The cause of death may not be determined for another six weeks, Winter said.
Feldman, a longtime friend and frequent co-star, asked Wednesday that people not "jump the gun" to conclude a drug overdose killed Haim.
Heaslip, manager to both Feldman and Haim, said Haim had seemed to be winning his battle against drug abuse in the weeks before his death.
Haim was "weaned down to literally zero medications" by an addiction specialist in the two weeks before his death, Heaslip said.
The doctor "put him on a new line of medications," Feldman said on CNN's "Larry King Live" Wednesday.
Haim's death came as his career was picking up, with Haim booking "movie after movie," Heaslip said. His latest film is set for release soon, he said.
Haim's most famous role was in the 1987 movie "The Lost Boys," in which he appeared with Feldman. Haim played the role of a fresh-faced teenager whose brother becomes a vampire.
In later years, the two friends, who appeared in eight movies together, struggled with drug abuse and went their separate ways. They reunited for a reality show, "The Two Coreys," in 2007, but A&E Network canceled the program after slightly more than a year.
In a 2007 interview on CNN's "Larry King Live," Haim and Feldman discussed their battles with drugs. Feldman told King that he had gotten clean, but it took Haim longer.

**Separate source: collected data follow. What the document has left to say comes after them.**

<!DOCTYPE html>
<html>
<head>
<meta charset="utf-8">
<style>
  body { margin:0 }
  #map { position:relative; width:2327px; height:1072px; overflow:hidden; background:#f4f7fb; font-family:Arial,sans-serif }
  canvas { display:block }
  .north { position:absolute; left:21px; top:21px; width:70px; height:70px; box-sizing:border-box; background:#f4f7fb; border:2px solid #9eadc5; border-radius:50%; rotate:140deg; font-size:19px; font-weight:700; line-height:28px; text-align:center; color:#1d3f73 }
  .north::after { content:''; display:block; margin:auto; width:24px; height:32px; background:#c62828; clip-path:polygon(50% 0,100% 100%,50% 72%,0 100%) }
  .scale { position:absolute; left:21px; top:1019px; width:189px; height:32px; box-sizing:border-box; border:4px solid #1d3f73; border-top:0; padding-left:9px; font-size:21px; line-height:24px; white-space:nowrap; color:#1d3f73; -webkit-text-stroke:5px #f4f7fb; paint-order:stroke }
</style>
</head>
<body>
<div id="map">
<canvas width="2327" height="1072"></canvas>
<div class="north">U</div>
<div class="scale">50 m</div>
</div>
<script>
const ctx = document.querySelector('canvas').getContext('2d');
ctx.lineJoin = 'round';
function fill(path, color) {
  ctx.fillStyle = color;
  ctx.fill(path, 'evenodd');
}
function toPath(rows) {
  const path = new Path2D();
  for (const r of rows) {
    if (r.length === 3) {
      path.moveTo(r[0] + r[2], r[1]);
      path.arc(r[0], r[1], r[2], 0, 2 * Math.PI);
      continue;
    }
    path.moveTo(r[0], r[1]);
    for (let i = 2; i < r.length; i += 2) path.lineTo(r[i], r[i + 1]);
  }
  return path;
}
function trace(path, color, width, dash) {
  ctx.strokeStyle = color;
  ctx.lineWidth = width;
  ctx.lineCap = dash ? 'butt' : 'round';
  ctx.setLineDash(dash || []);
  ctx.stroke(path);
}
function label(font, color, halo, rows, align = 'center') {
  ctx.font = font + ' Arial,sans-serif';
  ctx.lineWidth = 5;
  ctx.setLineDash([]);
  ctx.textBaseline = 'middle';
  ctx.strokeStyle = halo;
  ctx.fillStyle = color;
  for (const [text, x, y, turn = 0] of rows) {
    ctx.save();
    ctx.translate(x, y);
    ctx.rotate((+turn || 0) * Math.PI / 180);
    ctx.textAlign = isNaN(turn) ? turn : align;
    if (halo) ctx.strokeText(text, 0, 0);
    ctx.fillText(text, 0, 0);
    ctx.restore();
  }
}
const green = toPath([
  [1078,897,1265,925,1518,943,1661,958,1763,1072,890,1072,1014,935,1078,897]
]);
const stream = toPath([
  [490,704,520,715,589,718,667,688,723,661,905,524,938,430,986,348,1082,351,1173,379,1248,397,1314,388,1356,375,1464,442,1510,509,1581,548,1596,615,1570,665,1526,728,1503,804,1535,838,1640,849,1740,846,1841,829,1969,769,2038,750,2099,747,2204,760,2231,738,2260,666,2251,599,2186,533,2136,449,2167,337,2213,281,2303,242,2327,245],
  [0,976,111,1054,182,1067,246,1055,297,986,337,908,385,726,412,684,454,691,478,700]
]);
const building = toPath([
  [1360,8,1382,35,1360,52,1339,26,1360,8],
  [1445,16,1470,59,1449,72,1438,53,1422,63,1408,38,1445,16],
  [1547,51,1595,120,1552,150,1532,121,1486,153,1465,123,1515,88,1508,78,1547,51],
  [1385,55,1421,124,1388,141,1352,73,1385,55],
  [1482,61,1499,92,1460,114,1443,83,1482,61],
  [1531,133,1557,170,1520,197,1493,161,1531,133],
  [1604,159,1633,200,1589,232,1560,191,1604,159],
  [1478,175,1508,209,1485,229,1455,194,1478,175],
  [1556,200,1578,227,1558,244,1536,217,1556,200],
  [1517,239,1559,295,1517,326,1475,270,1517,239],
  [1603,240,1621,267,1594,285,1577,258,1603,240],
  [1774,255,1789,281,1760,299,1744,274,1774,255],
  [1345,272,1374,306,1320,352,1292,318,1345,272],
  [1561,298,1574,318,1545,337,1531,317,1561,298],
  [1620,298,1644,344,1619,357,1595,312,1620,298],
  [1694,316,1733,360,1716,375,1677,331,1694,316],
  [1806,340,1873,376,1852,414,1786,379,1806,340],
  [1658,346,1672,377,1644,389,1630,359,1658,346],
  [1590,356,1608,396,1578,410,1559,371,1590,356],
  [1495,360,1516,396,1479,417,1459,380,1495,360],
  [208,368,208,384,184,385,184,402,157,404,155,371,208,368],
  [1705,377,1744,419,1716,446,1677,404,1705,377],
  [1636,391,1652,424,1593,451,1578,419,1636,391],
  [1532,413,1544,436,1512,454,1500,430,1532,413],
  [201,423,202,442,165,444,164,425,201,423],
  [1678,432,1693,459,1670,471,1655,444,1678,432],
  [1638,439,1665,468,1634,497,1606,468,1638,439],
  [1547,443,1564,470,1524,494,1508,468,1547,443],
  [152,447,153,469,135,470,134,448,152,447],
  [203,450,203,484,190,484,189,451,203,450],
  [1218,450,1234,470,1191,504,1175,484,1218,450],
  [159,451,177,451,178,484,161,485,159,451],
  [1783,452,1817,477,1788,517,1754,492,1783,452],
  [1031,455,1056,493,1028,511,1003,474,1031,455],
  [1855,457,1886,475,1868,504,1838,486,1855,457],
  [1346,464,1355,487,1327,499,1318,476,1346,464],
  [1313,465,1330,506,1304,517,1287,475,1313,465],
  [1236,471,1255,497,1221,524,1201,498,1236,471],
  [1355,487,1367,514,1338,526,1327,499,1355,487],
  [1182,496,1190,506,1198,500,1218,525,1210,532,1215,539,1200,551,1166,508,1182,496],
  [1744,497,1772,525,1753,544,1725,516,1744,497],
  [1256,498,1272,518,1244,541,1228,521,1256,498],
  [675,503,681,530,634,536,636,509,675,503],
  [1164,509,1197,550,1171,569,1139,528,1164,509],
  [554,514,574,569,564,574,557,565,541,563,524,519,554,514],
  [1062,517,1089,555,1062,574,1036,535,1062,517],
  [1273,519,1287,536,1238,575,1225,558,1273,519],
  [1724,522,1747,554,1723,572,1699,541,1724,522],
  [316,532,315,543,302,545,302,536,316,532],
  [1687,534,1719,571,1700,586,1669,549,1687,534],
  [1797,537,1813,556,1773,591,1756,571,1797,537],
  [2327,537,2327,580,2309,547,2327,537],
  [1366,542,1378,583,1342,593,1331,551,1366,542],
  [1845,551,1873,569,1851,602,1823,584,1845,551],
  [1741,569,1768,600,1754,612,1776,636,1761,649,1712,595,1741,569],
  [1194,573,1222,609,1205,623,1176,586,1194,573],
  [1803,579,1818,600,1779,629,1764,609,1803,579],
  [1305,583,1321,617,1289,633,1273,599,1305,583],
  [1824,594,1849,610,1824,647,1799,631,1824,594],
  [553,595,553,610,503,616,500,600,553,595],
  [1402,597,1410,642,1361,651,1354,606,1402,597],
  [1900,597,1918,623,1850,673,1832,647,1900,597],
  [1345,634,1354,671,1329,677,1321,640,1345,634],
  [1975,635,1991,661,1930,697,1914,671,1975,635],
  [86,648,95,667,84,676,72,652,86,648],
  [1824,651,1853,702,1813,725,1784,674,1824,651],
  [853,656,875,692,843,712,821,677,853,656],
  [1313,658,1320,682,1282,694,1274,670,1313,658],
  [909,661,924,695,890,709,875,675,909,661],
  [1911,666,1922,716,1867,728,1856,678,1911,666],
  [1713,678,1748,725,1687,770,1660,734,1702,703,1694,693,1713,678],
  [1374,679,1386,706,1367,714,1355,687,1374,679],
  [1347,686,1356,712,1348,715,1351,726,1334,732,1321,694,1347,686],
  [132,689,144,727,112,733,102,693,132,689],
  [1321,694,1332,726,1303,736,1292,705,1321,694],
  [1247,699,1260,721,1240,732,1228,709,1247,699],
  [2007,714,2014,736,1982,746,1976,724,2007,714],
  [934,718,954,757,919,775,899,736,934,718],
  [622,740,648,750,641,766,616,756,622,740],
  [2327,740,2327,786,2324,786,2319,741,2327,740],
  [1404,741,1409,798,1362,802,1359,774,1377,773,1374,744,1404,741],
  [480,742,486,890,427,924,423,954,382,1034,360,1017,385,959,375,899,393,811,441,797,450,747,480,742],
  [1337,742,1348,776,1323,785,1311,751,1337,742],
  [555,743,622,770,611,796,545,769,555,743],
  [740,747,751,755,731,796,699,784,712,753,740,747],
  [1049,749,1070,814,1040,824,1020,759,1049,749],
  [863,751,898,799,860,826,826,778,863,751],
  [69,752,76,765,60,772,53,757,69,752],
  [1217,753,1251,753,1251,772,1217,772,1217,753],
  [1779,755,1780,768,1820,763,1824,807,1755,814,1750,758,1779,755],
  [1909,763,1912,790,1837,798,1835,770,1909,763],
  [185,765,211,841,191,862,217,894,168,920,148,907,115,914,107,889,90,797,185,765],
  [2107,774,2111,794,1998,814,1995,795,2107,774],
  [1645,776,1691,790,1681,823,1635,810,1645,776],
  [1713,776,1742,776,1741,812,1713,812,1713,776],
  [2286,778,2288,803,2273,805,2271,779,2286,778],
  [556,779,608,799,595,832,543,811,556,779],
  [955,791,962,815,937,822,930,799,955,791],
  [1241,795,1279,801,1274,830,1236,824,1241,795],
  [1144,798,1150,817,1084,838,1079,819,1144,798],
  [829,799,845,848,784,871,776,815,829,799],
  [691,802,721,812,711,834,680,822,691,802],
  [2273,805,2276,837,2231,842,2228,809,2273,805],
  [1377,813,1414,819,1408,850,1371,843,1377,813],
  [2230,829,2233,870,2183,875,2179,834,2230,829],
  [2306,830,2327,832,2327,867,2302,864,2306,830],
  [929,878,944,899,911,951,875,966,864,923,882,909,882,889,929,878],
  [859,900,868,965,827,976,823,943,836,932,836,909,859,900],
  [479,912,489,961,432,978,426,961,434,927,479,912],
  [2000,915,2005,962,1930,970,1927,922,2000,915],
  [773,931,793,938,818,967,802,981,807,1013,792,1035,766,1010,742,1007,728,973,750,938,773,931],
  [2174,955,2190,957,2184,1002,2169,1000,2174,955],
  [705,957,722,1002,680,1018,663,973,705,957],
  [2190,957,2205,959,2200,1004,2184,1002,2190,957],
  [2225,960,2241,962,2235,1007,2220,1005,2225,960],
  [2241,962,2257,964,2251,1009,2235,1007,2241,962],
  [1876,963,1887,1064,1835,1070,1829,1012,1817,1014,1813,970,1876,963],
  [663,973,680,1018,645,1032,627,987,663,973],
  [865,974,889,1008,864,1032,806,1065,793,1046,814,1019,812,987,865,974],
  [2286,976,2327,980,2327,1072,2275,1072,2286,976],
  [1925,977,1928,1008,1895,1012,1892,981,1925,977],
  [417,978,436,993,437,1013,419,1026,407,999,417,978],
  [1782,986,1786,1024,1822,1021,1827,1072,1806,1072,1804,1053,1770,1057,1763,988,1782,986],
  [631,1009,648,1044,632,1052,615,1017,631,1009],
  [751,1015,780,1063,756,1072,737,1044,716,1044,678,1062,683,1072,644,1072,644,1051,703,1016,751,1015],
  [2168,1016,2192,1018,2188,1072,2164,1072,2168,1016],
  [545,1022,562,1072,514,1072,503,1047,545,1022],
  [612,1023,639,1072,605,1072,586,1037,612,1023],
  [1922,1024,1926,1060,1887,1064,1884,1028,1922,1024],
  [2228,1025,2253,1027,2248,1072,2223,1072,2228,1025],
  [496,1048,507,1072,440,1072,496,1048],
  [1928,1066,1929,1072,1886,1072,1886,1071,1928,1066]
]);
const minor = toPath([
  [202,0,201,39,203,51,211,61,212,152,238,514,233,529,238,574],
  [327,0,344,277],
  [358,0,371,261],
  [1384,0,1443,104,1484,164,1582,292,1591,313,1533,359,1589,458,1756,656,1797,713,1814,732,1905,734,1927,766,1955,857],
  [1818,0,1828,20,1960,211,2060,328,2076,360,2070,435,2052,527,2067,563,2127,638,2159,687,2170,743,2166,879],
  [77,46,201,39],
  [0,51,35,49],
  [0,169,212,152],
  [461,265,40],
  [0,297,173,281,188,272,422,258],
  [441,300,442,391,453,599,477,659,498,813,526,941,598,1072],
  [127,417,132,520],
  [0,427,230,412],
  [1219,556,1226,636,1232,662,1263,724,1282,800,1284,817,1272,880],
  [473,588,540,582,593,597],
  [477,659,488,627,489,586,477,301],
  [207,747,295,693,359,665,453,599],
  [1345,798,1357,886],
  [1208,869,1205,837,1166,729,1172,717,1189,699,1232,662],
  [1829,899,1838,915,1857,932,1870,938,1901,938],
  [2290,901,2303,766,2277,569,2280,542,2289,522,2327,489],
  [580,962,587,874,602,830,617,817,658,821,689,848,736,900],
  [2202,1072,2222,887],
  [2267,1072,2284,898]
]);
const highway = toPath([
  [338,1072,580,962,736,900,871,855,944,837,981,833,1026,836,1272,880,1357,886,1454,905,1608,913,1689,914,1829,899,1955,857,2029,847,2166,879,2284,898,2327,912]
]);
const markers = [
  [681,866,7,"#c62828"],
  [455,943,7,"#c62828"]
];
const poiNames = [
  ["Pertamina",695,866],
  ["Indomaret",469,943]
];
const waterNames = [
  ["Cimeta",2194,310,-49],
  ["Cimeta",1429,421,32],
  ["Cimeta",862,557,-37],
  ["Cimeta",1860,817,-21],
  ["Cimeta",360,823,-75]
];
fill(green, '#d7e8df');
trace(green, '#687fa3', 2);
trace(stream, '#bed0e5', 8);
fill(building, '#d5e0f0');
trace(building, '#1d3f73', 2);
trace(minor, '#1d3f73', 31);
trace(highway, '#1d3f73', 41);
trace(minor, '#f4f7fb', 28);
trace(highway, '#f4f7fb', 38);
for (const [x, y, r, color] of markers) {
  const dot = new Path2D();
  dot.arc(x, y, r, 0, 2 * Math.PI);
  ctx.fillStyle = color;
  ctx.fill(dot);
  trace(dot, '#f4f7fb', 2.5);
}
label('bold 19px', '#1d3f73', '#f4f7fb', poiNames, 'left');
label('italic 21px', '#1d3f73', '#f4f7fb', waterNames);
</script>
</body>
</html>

Haim called himself "a chronic relapser for the rest of my life."
"I think I have an addiction to pretty much everything," he said. "I mean, I have to be very careful with myself as far as that goes, which is why I have a support group around me consistently."
Haim was born December 23, 1971, in Toronto, Ontario, according to a biography on his Web site. He made his first television appearance in 1982 on the Canadian series "The Edison Twins." His first film role was in the 1984 American movie "First Born."
Haim also won rave reviews for his title role in the 1986 film "Lucas." Film critic Roger Ebert said of him at the time, "If he continues to act this well, he will never become a half-forgotten child star, but will continue to grow into an important actor."
After "The Lost Boys," Haim and Feldman appeared in "License to Drive" and "Dream a Little Dream."
CNN's Brittany Kaplan and Jack Hannah contributed to this report.